Primeiro, há de se dizer claramente que a atuação dos salafistas é medonha sob todos os aspectos. Depois da Primavera Árabe, esse grupo sunita começou paulatinamente a atuar em países como Tunísia, Egito e Líbia com vistas à afirmação de uma sociedade radicalmente moldada em uma leitura “rigorosista” de preceitos religiosos muçulmanos. Leitura que boa parte dos próprios muçulmanos vê como no limite do delirante. Por meio da invasão de universidades, queima de cinemas, bloqueio de exposições, eles elegeram a cultura o campo de batalha preferencial. Sociedades muçulmanas laicas como a tunisiana veem nos salafistas um risco de regressão social. Pois eles sabem como os salafistas se aproveitam de um sentimento profundo de exclusão e preconceito para transformar isso em raiva antiocidental.

Nesse sentido, é importante lembrar que a briga entre os salafistas e o Ocidente é, na verdade, um desdobramento de um conflito no interior da própria religião muçulmana e dos países árabes. Tal como os cristãos, os muçulmanos não têm unidade alguma. Tal como os cristãos, eles se dividem, muitas vezes de maneira antagônica, a respeito da interpretação dos preceitos de seu livro sagrado. Boa parte dos costumes que acreditamos serem obrigações muçulmanas, como o uso de burca e a extração do clitóris, não tem base alguma no Alcorão. Tudo isso tende a ser negligenciado quando vemos as cenas brutais das embaixadas em chamas.

Aqui, vale a pena uma reflexão tendo em vista a revisão de certas escolhas geopolíticas dos países ocidentais.
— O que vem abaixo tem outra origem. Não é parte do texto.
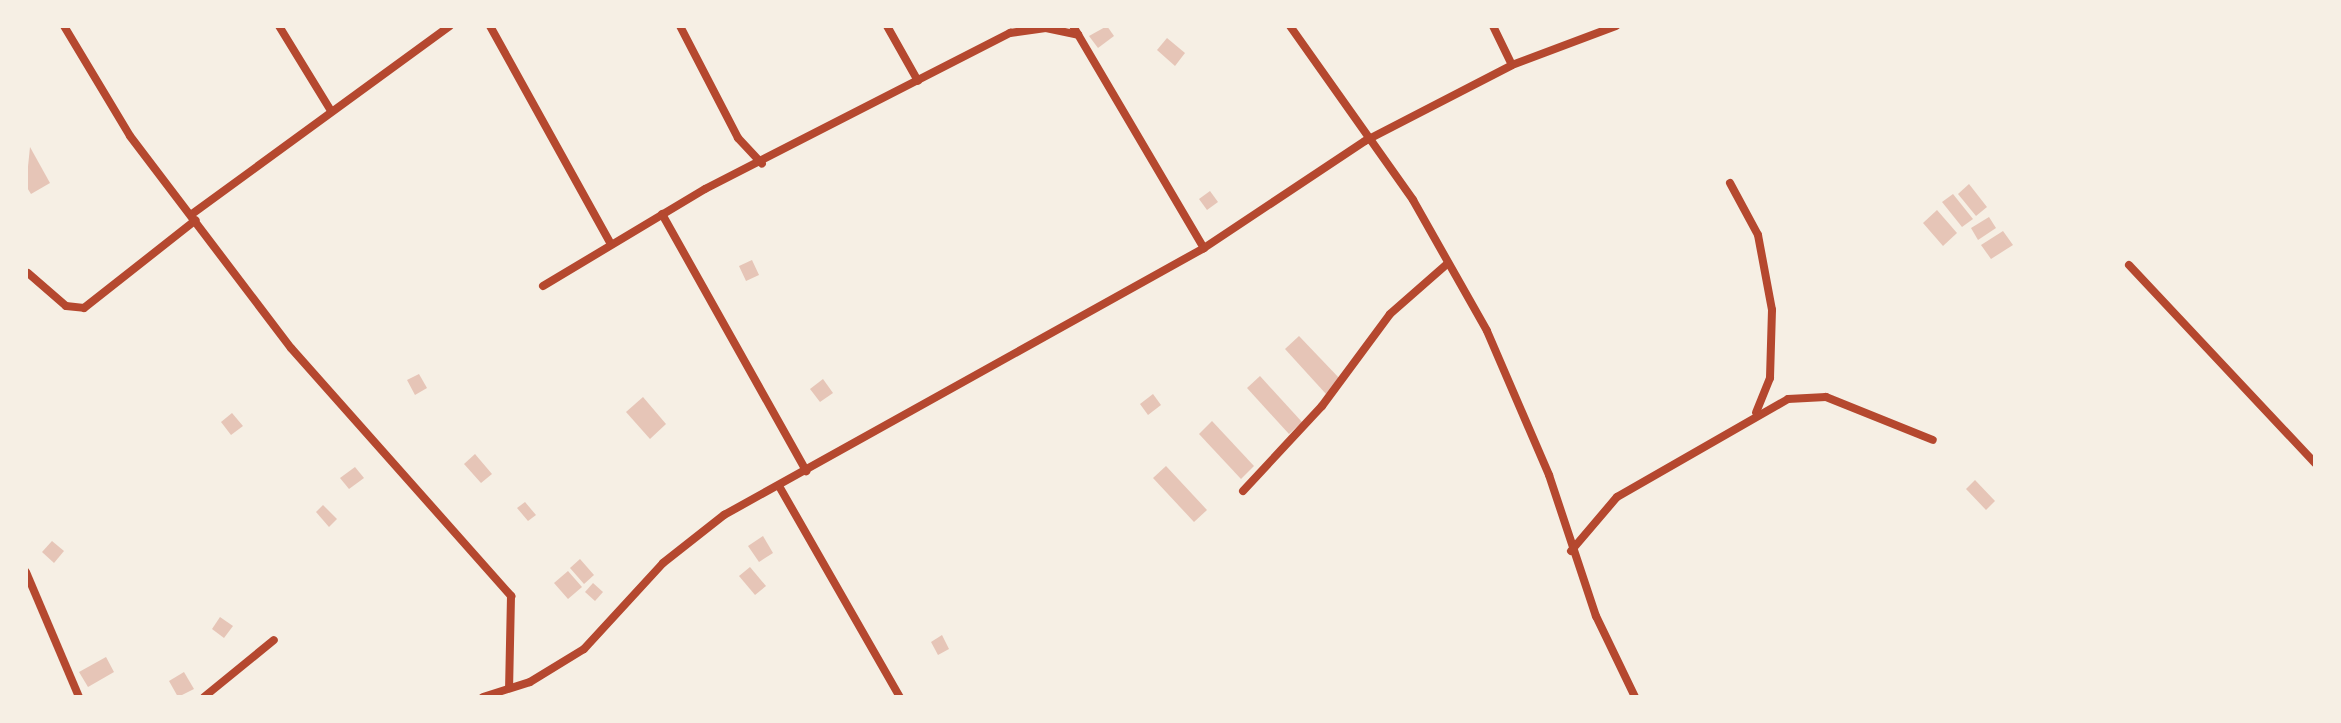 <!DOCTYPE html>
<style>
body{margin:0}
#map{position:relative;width:2341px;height:723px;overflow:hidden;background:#f6efe4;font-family:"Fira Sans Condensed",sans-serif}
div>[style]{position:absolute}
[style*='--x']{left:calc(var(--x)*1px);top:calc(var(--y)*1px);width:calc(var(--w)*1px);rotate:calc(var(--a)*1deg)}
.building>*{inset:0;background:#e6c5b7}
.minor>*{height:8px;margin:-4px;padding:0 4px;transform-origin:4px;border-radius:4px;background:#b5482f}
span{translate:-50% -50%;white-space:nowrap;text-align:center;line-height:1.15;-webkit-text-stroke:7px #f6efe4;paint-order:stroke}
.frame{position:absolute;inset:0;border:28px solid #f6efe4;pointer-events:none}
</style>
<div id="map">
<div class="building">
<i style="clip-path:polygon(1107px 26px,1114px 36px,1098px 48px,1089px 36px)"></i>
<i style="clip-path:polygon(1167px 38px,1185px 53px,1175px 66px,1157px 50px)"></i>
<i style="clip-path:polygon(30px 147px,50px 183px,31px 194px,26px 186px)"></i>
<i style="clip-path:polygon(1969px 184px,1987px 207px,1976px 216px,1958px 194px)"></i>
<i style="clip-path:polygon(1210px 191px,1218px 202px,1207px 210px,1199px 199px)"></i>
<i style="clip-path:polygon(1953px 194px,1973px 219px,1962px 227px,1942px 202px)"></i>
<i style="clip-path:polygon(1937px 210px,1957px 233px,1943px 246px,1923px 223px)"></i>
<i style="clip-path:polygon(1989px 217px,1996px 228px,1978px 240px,1971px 228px)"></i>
<i style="clip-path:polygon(2003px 231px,2013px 245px,1991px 259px,1981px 245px)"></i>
<i style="clip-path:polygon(752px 260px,759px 275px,746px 281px,739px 266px)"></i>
<i style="clip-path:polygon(1299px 336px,1341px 380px,1326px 394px,1285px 349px)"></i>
<i style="clip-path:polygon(419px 374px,427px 388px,415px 395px,407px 380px)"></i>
<i style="clip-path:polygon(1260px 376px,1302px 422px,1289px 434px,1247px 388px)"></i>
<i style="clip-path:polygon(823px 379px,833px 393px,820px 402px,810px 389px)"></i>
<i style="clip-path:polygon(1153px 394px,1161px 405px,1148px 415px,1140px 404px)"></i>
<i style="clip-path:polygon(643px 397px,666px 424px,650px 439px,626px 412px)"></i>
<i style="clip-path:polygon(232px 413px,243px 426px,231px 435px,221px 422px)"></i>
<i style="clip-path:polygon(1212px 421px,1254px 466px,1241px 479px,1199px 434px)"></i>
<i style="clip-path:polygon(475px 454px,492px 474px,481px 483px,464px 464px)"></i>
<i style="clip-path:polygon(1166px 466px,1207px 510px,1194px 522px,1153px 478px)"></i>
<i style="clip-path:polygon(355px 467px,364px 478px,349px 489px,340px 478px)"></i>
<i style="clip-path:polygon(1975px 480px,1995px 501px,1986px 510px,1966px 489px)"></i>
<i style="clip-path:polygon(525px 502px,536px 515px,528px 521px,517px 508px)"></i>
<i style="clip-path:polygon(323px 505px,337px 519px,329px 527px,316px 512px)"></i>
<i style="clip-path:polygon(763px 536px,773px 553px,759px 562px,748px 546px)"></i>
<i style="clip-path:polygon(52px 541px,64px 551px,54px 563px,42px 552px)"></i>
<i style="clip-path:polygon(580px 559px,594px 575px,584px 584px,570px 568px)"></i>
<i style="clip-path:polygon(750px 567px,766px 586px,755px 595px,739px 576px)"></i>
<i style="clip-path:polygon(568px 571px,582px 587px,568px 599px,554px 583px)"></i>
<i style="clip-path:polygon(593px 583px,603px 592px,595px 601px,585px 592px)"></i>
<i style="clip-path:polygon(220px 617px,233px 626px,224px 638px,212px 629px)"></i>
<i style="clip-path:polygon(942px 635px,949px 649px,938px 655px,931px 642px)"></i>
<i style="clip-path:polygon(106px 657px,114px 672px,88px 687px,79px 672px)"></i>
<i style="clip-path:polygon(184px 672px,194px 689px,178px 697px,169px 681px)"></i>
</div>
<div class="minor">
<i style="--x:64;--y:26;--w:128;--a:59"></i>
<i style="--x:130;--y:136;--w:266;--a:52.8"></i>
<i style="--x:291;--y:348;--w:332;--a:48.4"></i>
<i style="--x:511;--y:596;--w:92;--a:91.2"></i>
<i style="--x:279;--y:26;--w:100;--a:58.5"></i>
<i style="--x:490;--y:26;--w:249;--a:61"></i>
<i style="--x:680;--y:26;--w:126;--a:62.6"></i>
<i style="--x:738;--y:138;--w:35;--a:47"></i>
<i style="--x:887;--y:26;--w:63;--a:60.6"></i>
<i style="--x:1073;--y:26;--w:258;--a:59.5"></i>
<i style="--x:1290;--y:26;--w:213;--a:54.7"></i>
<i style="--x:1413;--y:200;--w:150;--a:60.5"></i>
<i style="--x:1487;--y:331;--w:157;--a:66.7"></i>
<i style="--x:1549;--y:475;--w:149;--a:71.6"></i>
<i style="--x:1596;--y:616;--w:90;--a:64.3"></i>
<i style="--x:1493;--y:26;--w:43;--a:64"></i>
<i style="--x:1730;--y:183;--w:59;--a:61.7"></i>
<i style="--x:1758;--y:235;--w:76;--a:79.4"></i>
<i style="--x:1772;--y:310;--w:68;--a:91.7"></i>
<i style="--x:1770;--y:378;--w:37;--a:112"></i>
<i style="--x:192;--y:214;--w:319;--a:-36.1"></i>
<i style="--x:662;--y:214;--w:295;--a:60.7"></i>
<i style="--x:2129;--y:265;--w:272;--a:46.8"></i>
<i style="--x:28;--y:273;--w:50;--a:41"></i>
<i style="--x:66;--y:306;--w:18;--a:6"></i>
<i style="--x:84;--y:308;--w:142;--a:-38.2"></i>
<i style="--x:543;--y:286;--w:189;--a:-30.9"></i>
<i style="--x:705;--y:189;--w:343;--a:-27.1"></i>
<i style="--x:1010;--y:33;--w:36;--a:-8"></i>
<i style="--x:1046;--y:28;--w:33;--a:12"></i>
<i style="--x:779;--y:486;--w:243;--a:60.2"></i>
<i style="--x:1243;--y:491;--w:116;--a:-47.1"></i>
<i style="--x:1322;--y:406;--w:114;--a:-53.5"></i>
<i style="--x:1390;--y:314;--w:77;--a:-41.3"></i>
<i style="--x:1571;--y:551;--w:71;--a:-49.6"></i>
<i style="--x:1617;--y:497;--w:197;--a:-29.8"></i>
<i style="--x:1788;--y:399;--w:38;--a:-3"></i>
<i style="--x:1826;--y:397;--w:115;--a:21.9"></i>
<i style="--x:26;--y:572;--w:136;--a:67"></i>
<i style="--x:204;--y:697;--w:90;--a:-39.2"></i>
<i style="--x:483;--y:697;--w:49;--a:-17.7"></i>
<i style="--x:530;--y:682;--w:63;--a:-31.4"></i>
<i style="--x:584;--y:649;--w:117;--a:-47.4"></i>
<i style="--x:663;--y:563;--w:78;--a:-38.2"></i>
<i style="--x:724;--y:515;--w:549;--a:-29.08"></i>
<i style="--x:1204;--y:248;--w:193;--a:-33.6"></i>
<i style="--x:1365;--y:141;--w:165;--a:-27.3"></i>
<i style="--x:1512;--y:65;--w:111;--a:-20.6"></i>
</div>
<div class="frame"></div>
</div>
Os salafistas atuam hoje dessa forma por se sentirem fortes diante de seu crescimento real em várias nações árabes. Tal crescimento, cujas causas devem ser estudadas com calma e que misturam problemas socioeconômicos e demandas de segurança, tem sido financiado, em larga medida, por países como a Arábia Saudita. Bastião de uma sociedade teocrática, sede de uma monarquia absoluta medieval que faz o Irã parecer uma democracia escandinava, a Arábia tem sido generosa na subvenção desses grupos que agora resolvem queimar embaixadas. Ou seja, a primeira coisa que os países ocidentais deviam fazer é rever suas relações preferenciais com os sauditas.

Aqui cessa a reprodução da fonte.